И в самый полдень все вдруг зашумело, загудело, задвигалось.
Двое рунтов вели через сад Гончего, связанного бечевой по рукам, держа два конца бечевы. Еще две пары рунтов шли впереди и сзади. Гончему еще поутру было объявлено, какое его ждет наказание за содеянное им когда-то преступление, оставшееся без возмездия.
– К цепному псу приравняли, – отозвался он глухо, но спокойно.
И затем через несколько минут он прибавил, уже усмехаясь:
– Доложите-ка вы барину вашему, чтобы указал меня заморить на цепи. А коли спустят, или я сам сорвусь, то многих перекусаю, начав с него, с первого.
Теперь, идя с рунтами на место позорища, Анька был бледен и шел, опустив глаза. Вся толпа при его появлении смолкла… Уж будучи около столба, Анька удивился царящему молчанию и быстро окинул глазами всех толпящихся… Никто не ухмылялся, враждебных взглядов тоже не было. Все смотрели на него странно – и если не прямо сочувственно, то сурово негодуя.
– Вон что ваш молодой барин творит, – презрительно произнес Гончий, обращаясь ко всем.
– Это не он! Барышня! – крикнул робкий голос из задних рядов.

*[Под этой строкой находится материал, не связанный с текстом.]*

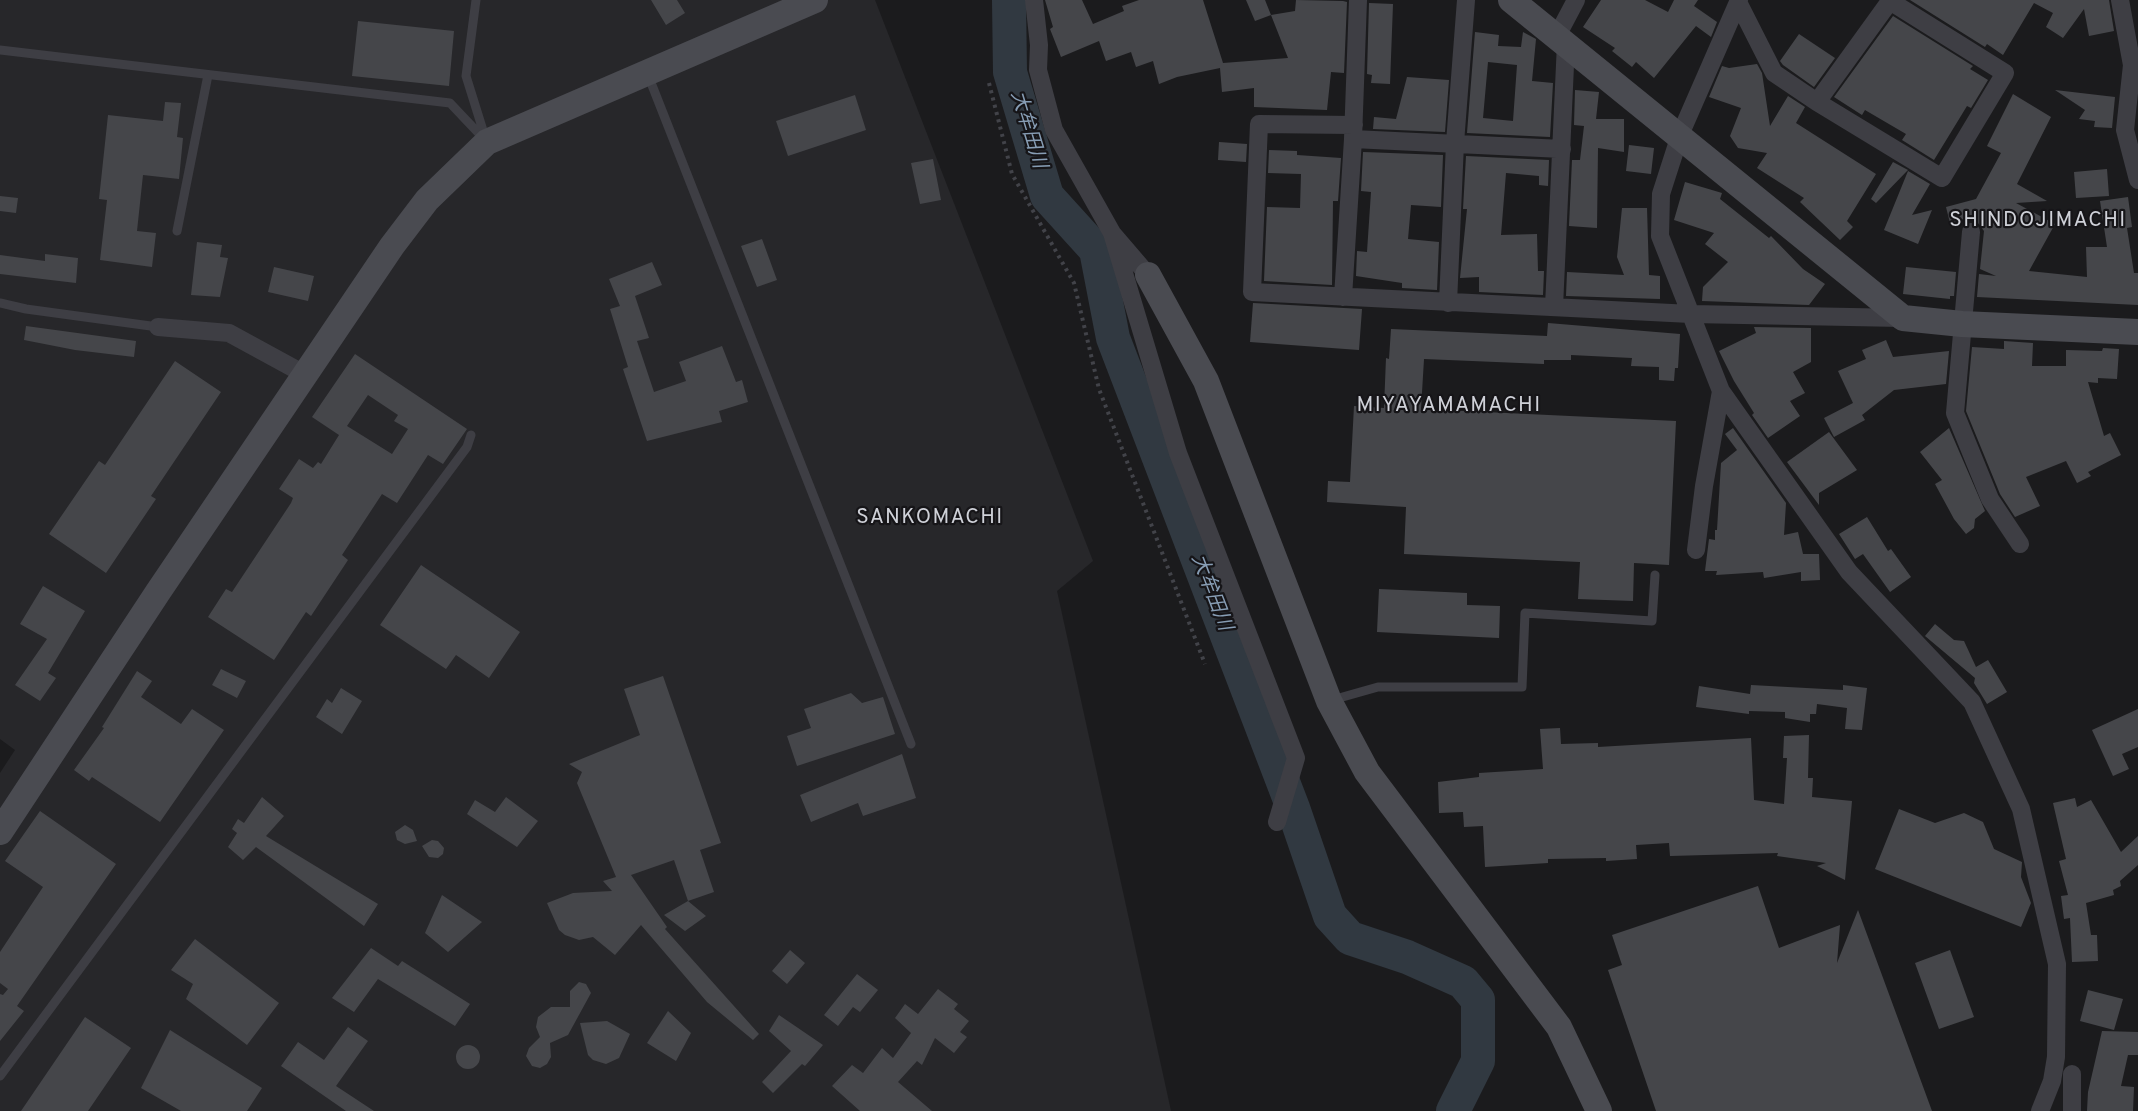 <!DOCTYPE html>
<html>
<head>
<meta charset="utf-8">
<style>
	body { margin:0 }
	canvas { display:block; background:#1b1b1d }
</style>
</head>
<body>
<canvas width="2138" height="1111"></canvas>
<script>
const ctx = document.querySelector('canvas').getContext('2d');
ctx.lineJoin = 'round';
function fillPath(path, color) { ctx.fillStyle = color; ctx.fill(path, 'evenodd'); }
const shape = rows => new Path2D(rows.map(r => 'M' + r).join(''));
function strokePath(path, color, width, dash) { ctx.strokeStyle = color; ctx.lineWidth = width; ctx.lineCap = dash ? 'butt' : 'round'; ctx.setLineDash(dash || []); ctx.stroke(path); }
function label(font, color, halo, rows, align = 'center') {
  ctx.font = font + ' Overpass,"Noto Sans JP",sans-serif'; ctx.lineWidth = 4.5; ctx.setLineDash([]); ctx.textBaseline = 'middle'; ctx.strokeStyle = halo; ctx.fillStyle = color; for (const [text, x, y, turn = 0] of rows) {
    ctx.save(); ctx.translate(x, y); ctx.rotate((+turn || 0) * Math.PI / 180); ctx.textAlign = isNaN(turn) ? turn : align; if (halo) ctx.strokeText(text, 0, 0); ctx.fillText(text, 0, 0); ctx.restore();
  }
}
fillPath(shape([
	[0,0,875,0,1093,561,1057,591,1171,1111,0,1111,0,773,15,750,0,739]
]), '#27272a');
strokePath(shape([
	[1009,0,1010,72,1047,196,1096,250,1113,338,1293,808,1330,916,1350,938,1407,957,1463,982,1478,1000,1478,1061,1453,1111]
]), '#313941', 34);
fillPath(shape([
	[651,0,677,0,685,13,666,25],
	[1045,0,1082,0,1093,24,1124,11,1122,6,1139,0,1203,0,1223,63,1288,58,1271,15,1295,11,1296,0,1343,1,1347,2,1344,73,1331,72,1327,110,1254,107,1254,88,1222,92,1220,68,1177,77,1159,84,1153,61,1136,67,1131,52,1106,61,1099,41,1061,57,1050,29,1053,27],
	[1246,0,1265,0,1271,15,1255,21],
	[1601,0,1645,0,1668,12,1674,0,1698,0,1694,6,1717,22,1711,37,1696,26,1654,78,1636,62,1632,67,1612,51,1615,48,1583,27],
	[1910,0,2109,0,2114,31,2089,36,2084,9,2063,38,2046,27,2053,13,2034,3,2003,55,1987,44,1985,47],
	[1369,3,1393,4,1390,84,1371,83,1372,75,1367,74],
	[1893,16,1973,66,1970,69,1988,80,1971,108,1967,106,1934,160,1902,140,1906,134,1865,110,1862,115,1834,97],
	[358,21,454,31,449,86,352,76],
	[1475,32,1499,35,1498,46,1521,47,1523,32,1536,39,1532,81,1553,83,1550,137,1467,133],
	[1488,62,1517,65,1513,121,1483,118],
	[1799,34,1835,58,1814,87,1783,65,1780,61],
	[1757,64,1762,73,1770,126,1788,96,1805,107,1796,123,1876,174,1847,221,1853,227,1840,240,1800,202,1804,198,1757,168,1767,153,1738,148,1730,136,1741,108,1709,97,1722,66,1729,68],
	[1407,77,1449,80,1445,132,1373,129,1374,117,1396,119],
	[1575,90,1599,92,1596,119,1624,119,1624,152,1598,148,1597,228,1569,226,1572,160,1580,160,1584,126,1574,125],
	[2055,90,2115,97,2112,128,2094,127,2095,121,2079,119,2085,110],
	[2013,94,2051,117,2017,184,2047,201,2016,203,2055,224,2029,271,2087,277,2086,247,2107,247,2100,201,2128,197,2132,227,2127,228,2134,273,2138,273,2138,305,1977,297,1979,274,1996,276,1980,269,1984,231,1978,223,1967,218,1950,223,1946,207,1976,199,2001,153,1987,146],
	[855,95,866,130,788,156,776,121],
	[165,102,181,103,177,137,183,138,179,179,143,175,137,231,156,233,152,267,100,260,107,200,99,199,108,115,163,121],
	[1219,142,1247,144,1246,162,1218,160],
	[1629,145,1654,148,1651,174,1626,171],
	[1269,150,1297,151,1297,155,1341,158,1338,201,1333,201,1332,285,1264,281,1267,207,1300,208,1301,174,1268,173],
	[1363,152,1443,155,1441,207,1411,205,1408,239,1439,242,1437,290,1402,288,1402,283,1356,276,1357,251,1367,252,1371,192,1361,191],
	[1466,156,1549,160,1548,186,1539,185,1539,176,1506,173,1501,235,1537,234,1538,271,1544,271,1543,295,1479,292,1479,277,1460,278,1467,209,1463,209],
	[933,159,941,200,920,204,911,163],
	[1893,162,1908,170,1876,203,1871,199],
	[2107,169,2109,196,2076,198,2074,172],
	[1908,171,1930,184,1912,215,1932,210,1918,244,1884,230],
	[1685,182,1722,193,1720,199,1769,238,1771,236,1803,269,1825,284,1809,305,1702,301,1703,287,1728,262,1705,244,1714,233,1674,220],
	[0,196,18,198,16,213,0,211],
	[1622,208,1647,208,1649,275,1660,276,1660,299,1566,296,1567,272,1624,275,1617,257],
	[762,239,777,280,757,287,741,246],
	[197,242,222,245,220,257,228,258,220,297,191,295],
	[45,254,78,258,76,283,0,274,0,255,45,261],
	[652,262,662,285,635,296,649,338,637,341,654,392,686,381,679,362,722,346,736,382,742,380,748,402,719,411,722,422,647,441,623,369,628,367,610,309,620,306,609,279],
	[274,267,314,276,308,301,268,292],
	[1906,267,1956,272,1954,296,1950,296,1950,299,1903,294],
	[1253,303,1362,309,1359,350,1250,342],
	[1548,323,1680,334,1678,368,1675,368,1674,381,1659,380,1659,367,1631,366,1632,358,1571,355,1571,360,1544,360,1544,364,1424,359,1421,409,1676,421,1669,565,1634,563,1633,601,1578,599,1580,562,1404,554,1406,507,1327,502,1328,481,1350,482,1354,406,1384,408,1386,358,1389,359,1391,329,1547,336],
	[26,326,136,341,134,357,75,350,24,340],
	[1754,327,1811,328,1811,362,1793,372,1805,393,1790,401,1800,416,1768,438,1752,415,1754,413,1734,381,1719,351,1756,333],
	[1886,340,1893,357,1949,351,1946,384,1894,390,1862,415,1865,420,1834,437,1824,418,1853,403,1838,371,1866,359,1862,350],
	[2004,341,2033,343,2032,366,2066,366,2066,350,2102,351,2103,348,2119,349,2117,379,2098,378,2098,383,2088,382,2104,436,2110,433,2121,455,2088,472,2091,476,2077,483,2066,461,2026,477,2040,506,2015,517,2000,494,1966,411,1972,347,2004,349],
	[355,354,467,429,443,464,428,455,397,503,382,494,342,555,348,560,311,616,306,612,274,660,208,617,226,589,232,592,291,503,293,498,279,489,299,459,313,468,318,462,321,464,339,435,312,417],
	[368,395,398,415,394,421,408,429,392,454,347,426],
	[175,361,221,392,151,496,156,499,106,573,49,534,99,461,105,465],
	[1733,428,1786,503,1784,535,1798,532,1803,554,1819,554,1820,580,1801,581,1801,572,1764,578,1763,572,1716,575,1717,571,1705,571,1709,539,1715,540,1715,530,1717,530,1721,463,1737,450,1725,434],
	[1949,428,1985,511,1975,519,1974,528,1966,534,1954,519,1935,484,1942,480,1920,452],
	[1829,432,1857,470,1819,493,1819,505,1787,462],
	[1867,517,1888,551,1891,549,1911,577,1890,592,1863,554,1855,559,1839,534],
	[421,565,520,632,489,678,456,655,446,669,380,625],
	[43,586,85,611,48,673,56,678,40,701,15,685,47,639,20,624],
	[1379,589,1467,593,1467,605,1500,606,1499,638,1377,632],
	[1935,624,1954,640,1964,641,1976,667,1988,660,2007,692,1987,704,1974,683,1975,678,1925,636],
	[221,669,246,681,237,698,212,685],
	[137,671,152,681,141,697,181,724,192,709,224,730,160,822,92,777,89,781,74,770,104,728,102,727],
	[663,676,721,843,700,850,714,892,688,901,706,916,685,931,664,915,688,901,674,860,631,875,667,927,665,929,759,1034,753,1040,707,1002,641,925,615,955,593,937,579,940,565,935,559,930,547,903,573,893,612,891,603,881,616,877,577,783,582,772,569,764,640,735,624,689],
	[1751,685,1843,690,1843,685,1867,688,1862,730,1845,729,1847,708,1817,704,1816,714,1810,714,1810,722,1785,718,1785,712,1749,711,1749,714,1696,707,1699,686,1750,694],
	[341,688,362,701,342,734,316,717,327,699,332,703],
	[851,693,862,703,883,697,895,734,797,766,787,736,811,728,804,709],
	[2138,709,2138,747,2122,754,2129,769,2113,776,2092,730],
	[1560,728,1561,744,1598,743,1598,747,1751,738,1754,800,1784,804,1787,758,1783,758,1784,736,1809,735,1808,778,1813,778,1812,797,1852,801,1845,880,1817,866,1826,863,1777,856,1778,853,1670,856,1669,843,1636,845,1637,859,1606,861,1606,858,1548,859,1548,863,1485,867,1483,826,1464,827,1463,812,1439,813,1438,782,1479,777,1479,773,1543,769,1540,729],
	[902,754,916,798,863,816,858,803,811,822,800,795],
	[262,797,284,816,266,836,378,904,364,926,256,847,243,860,228,847,237,833,232,829,238,819,244,823],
	[506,797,538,821,517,847,467,814,475,800,495,812],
	[2075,798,2077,807,2091,800,2121,852,2138,836,2138,865,2120,881,2121,886,2113,890,2114,895,2086,903,2091,935,2097,935,2098,961,2072,962,2070,918,2064,919,2061,896,2068,895,2059,861,2066,859,2053,803],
	[1899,809,1935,823,1964,813,1983,822,1994,849,2022,862,2021,877,2031,903,2021,927,1875,869],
	[40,811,116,864,17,1006,24,1011,0,1041,0,994,3,995,8,989,0,983,0,952,43,887,5,861],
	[405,825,413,830,417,841,405,844,397,840,395,832],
	[432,840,438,841,444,848,443,854,438,858,429,857,422,846],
	[1758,886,1779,948,1840,925,1837,963,1858,910,1932,1111,1656,1111,1608,970,1622,965,1612,935],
	[442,895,482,922,448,952,425,933],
	[195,939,279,1003,247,1045,186,999,193,984,171,970],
	[371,948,398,966,402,961,470,1004,455,1026,378,979,354,1012,332,998],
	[790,950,805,963,787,984,772,971],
	[1950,950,1974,1017,1939,1029,1915,963],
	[857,974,878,990,860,1012,853,1007,838,1026,824,1015],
	[579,982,586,984,591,993,568,1035,550,1043,551,1057,547,1064,540,1068,532,1066,526,1056,529,1048,540,1037,536,1027,538,1017,551,1007,570,1007,570,991],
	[938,989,958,1004,954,1009,969,1021,960,1032,967,1037,954,1053,935,1038,922,1065,917,1061,898,1082,932,1111,860,1111,832,1086,852,1065,863,1073,882,1048,893,1058,911,1033,895,1018,905,1004,918,1014],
	[2088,990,2123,999,2114,1030,2080,1021],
	[668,1011,691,1033,676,1061,647,1043],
	[779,1015,823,1045,805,1066,802,1064,773,1093,762,1082,791,1051,769,1031],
	[85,1017,131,1048,88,1111,21,1111],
	[607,1021,630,1034,619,1058,606,1064,593,1060,588,1055,580,1023],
	[348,1027,368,1041,336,1086,374,1111,346,1111,281,1066,298,1042,324,1060],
	[170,1030,262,1088,247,1111,181,1111,141,1088],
	[2102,1031,2138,1032,2138,1055,2128,1055,2121,1086,2134,1087,2133,1111,2087,1111,2088,1092],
	'456 1057a12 12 0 1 1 24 0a12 12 0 1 1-24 0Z'
]), '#45464a');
strokePath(shape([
	[989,83,1012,174,1074,283,1099,389,1205,664]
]), '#424349', 4, [3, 4.5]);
strokePath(shape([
	[476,0,466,76,486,140],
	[0,50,450,103,485,140],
	[648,75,911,744],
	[177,231,208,75],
	[0,303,26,309,158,327],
	[1332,700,1378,687,1522,687,1525,613,1652,621,1655,575],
	[0,1076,467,447,471,435]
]), '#3e3e44', 9);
strokePath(shape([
	[1034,0,1039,45,1038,70,1054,130,1112,233,1148,275],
	[1739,0,1680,135,1661,194,1660,236,1721,391,1849,572,1972,702,2021,809,2057,964,2056,1057,2052,1081,2040,1111],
	[2120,0,2132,65,2125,130,2138,180],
	[1738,2,1774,73,1817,102,1942,178,2005,73,1890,1,1817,102],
	[1557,36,1576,0],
	[1354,125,1259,124,1252,292,1691,314,1903,318],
	[1353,139,1562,149],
	[1971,232,1955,413,1990,499,2020,544],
	[1112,233,1178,453,1296,758,1277,822],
	[1343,297,1353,139,1358,0],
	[1448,303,1455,143,1466,0],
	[1554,307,1566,43],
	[158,327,229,333,306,375],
	[1696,550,1704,486,1721,391],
	[2072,1111,2072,1074]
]), '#3e3e44', 18);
strokePath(shape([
	[1511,0,1903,318,1962,324,2138,332],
	[1148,275,1206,381,1329,701,1367,772,1559,1027,1599,1111],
	[0,832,158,592,392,246,427,200,487,142,815,0]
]), '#4a4b51', 26);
label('italic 20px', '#879db4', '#161518', [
	["大牟田川",1027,130,73],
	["大牟田川",1210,593,69]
]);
ctx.letterSpacing = '1.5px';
label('21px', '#cfd1d8', '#161518', [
	["SHINDOJIMACHI",2038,222],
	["MIYAYAMAMACHI",1449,407],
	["SANKOMACHI",930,519]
]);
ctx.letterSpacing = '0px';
</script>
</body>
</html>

– Люби кататься, люби и саночки возить, – раздался другой голос громкий, веселый, довольный.
Это был князь Давыд, подходивший к столбу.
– Пришел я тебе да и всем сказать, Онисим, – продолжал князь, – что эта затея измышлена Сусанной Юрьевной. Ей спасибо скажи. А Дмитрий Андреевич такового не оправдывает. И ты на него не злобствуй.
Рунты взяли Гончего за правую руку и надели ему железный наручник около кисти руки и замкнули…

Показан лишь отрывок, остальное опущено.